_WORK ORDER_
Your answer must be the exact lines from the one holding "Where are the" through the last line of the records below, with no pictures.

[Items from a dataset]
◆ ◆ ◆ ◆ ◆ ◆ ◆
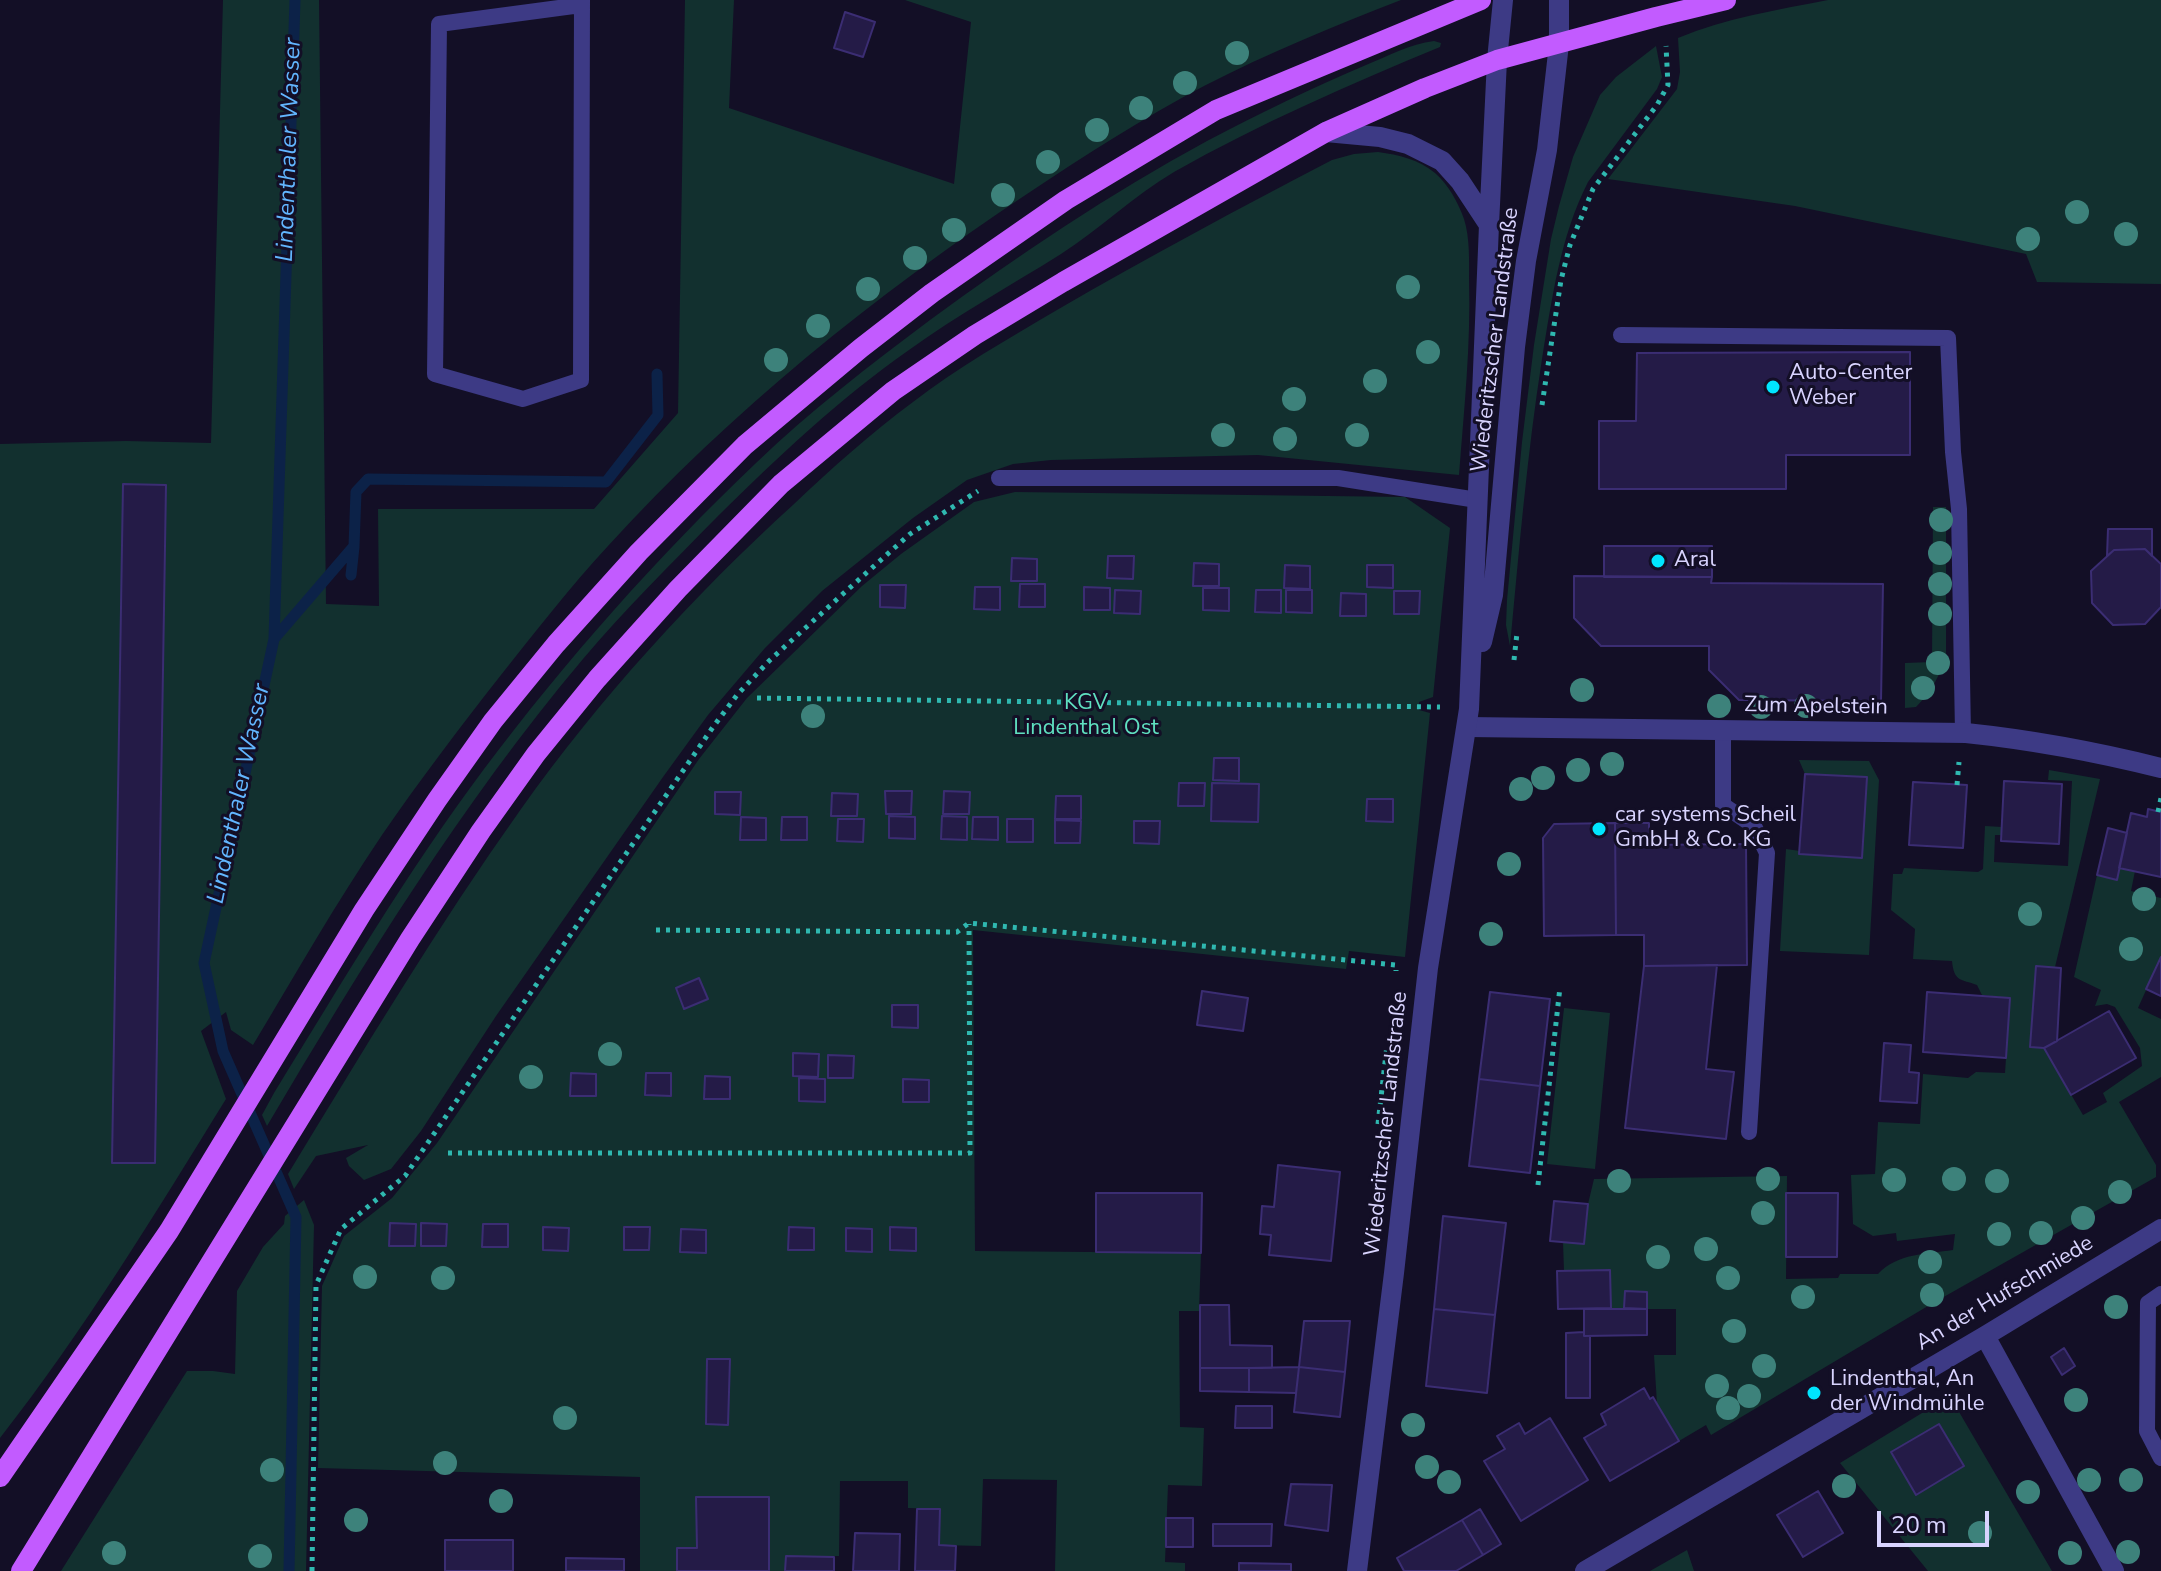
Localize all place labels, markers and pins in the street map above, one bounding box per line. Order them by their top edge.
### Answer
place label: Auto-Center Weber [1789,361,1912,412]
marker: Auto-Center Weber [1764,378,1782,396]
place label: Aral [1674,548,1716,574]
marker: Aral [1649,552,1667,570]
place label: car systems Scheil GmbH & Co. KG [1615,803,1796,854]
marker: car systems Scheil GmbH & Co. KG [1590,820,1608,838]
place label: Lindenthal, An der Windmühle [1830,1367,1984,1418]
marker: Lindenthal, An der Windmühle [1805,1384,1823,1402]

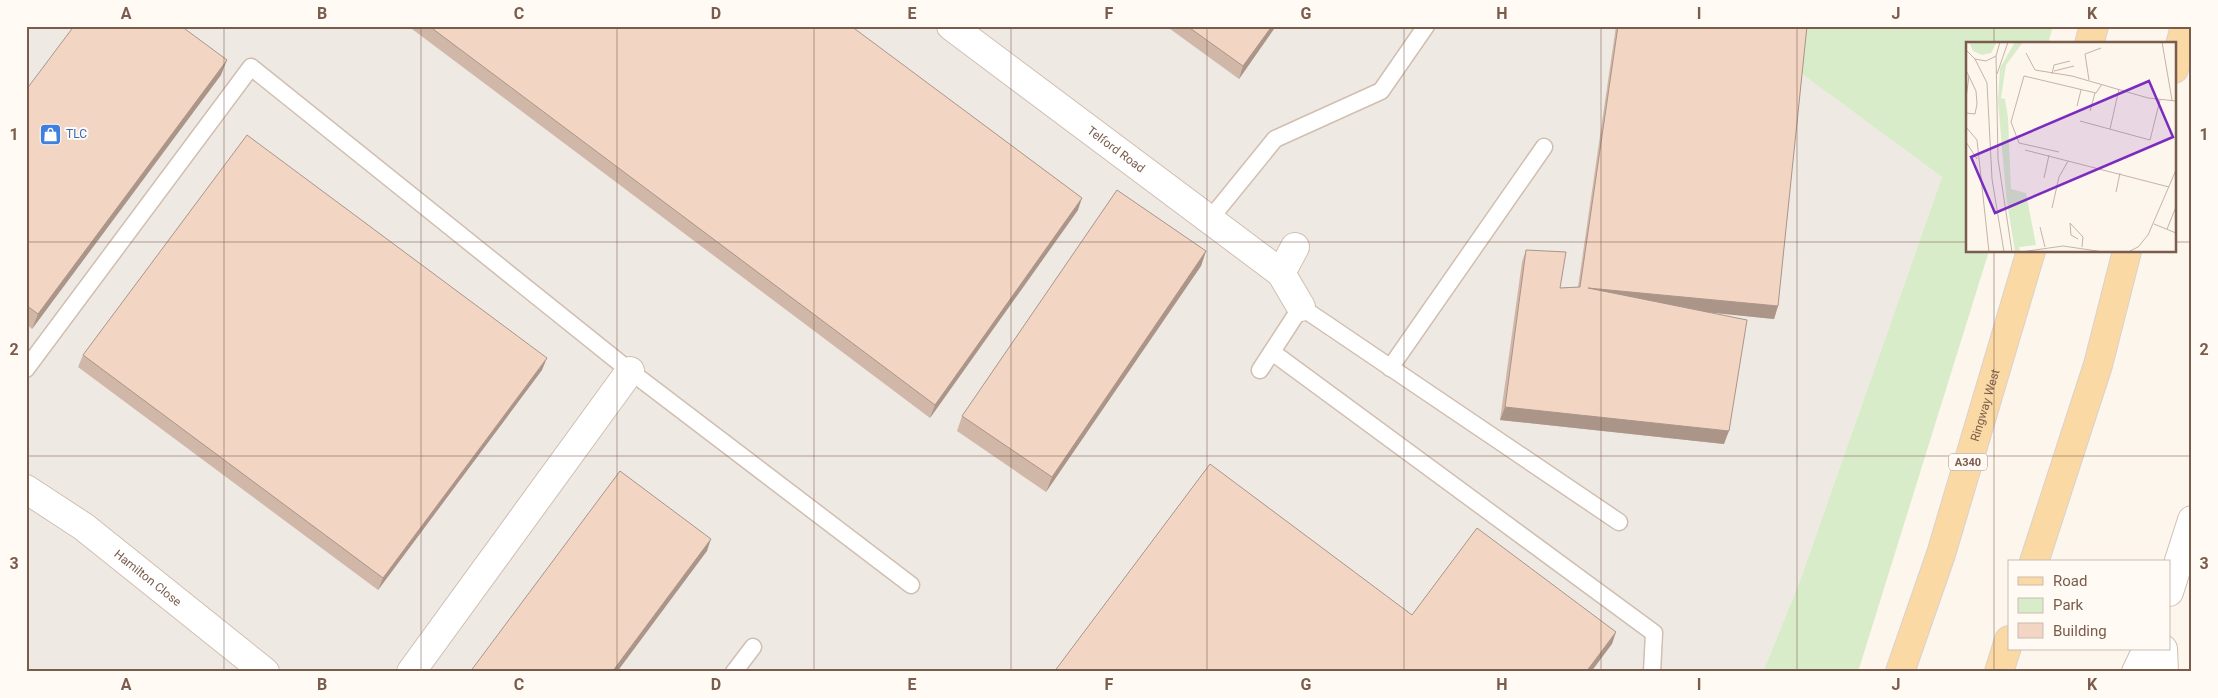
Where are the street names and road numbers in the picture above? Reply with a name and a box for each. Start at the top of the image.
street label: Telford Road [1084,123,1147,175]
street label: Ringway West [1968,367,2003,443]
road number: A340 [1949,454,1987,471]
street label: Hamilton Close [111,547,184,609]

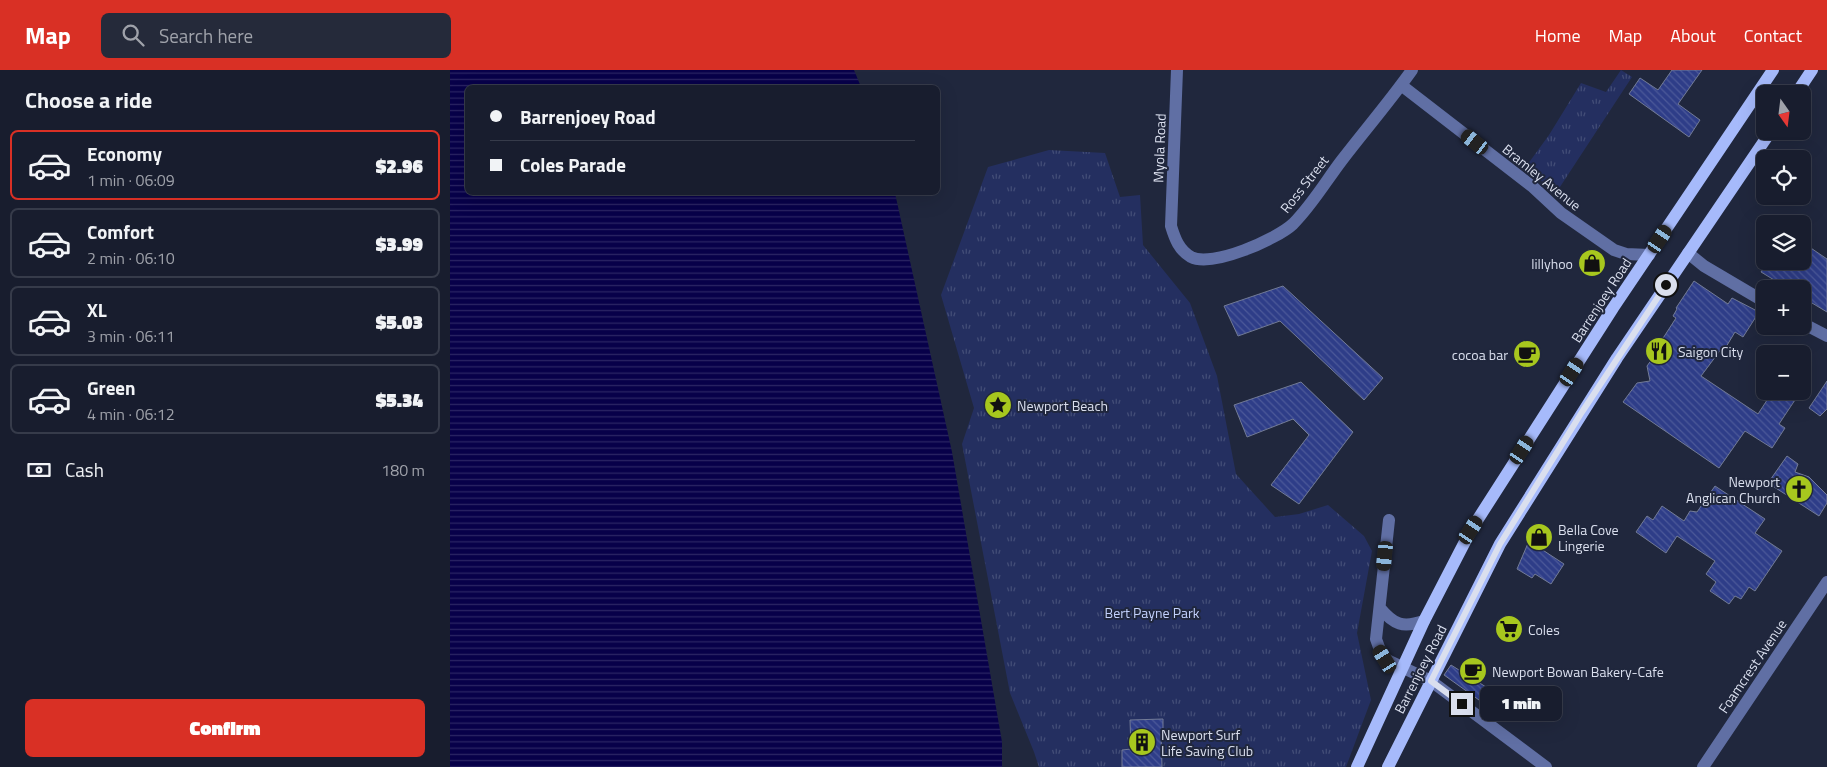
◆ ◆ ◆ ◆ ◆ ◆ ◆
_RESPONSE FOR THIS EXERCISE_
Where are the street names and road numbers in the picture above? Reply with a name and a box for each. Start at the top of the image.
street label: Telford Road [1084,123,1147,175]
street label: Ringway West [1968,367,2003,443]
road number: A340 [1949,454,1987,471]
street label: Hamilton Close [111,547,184,609]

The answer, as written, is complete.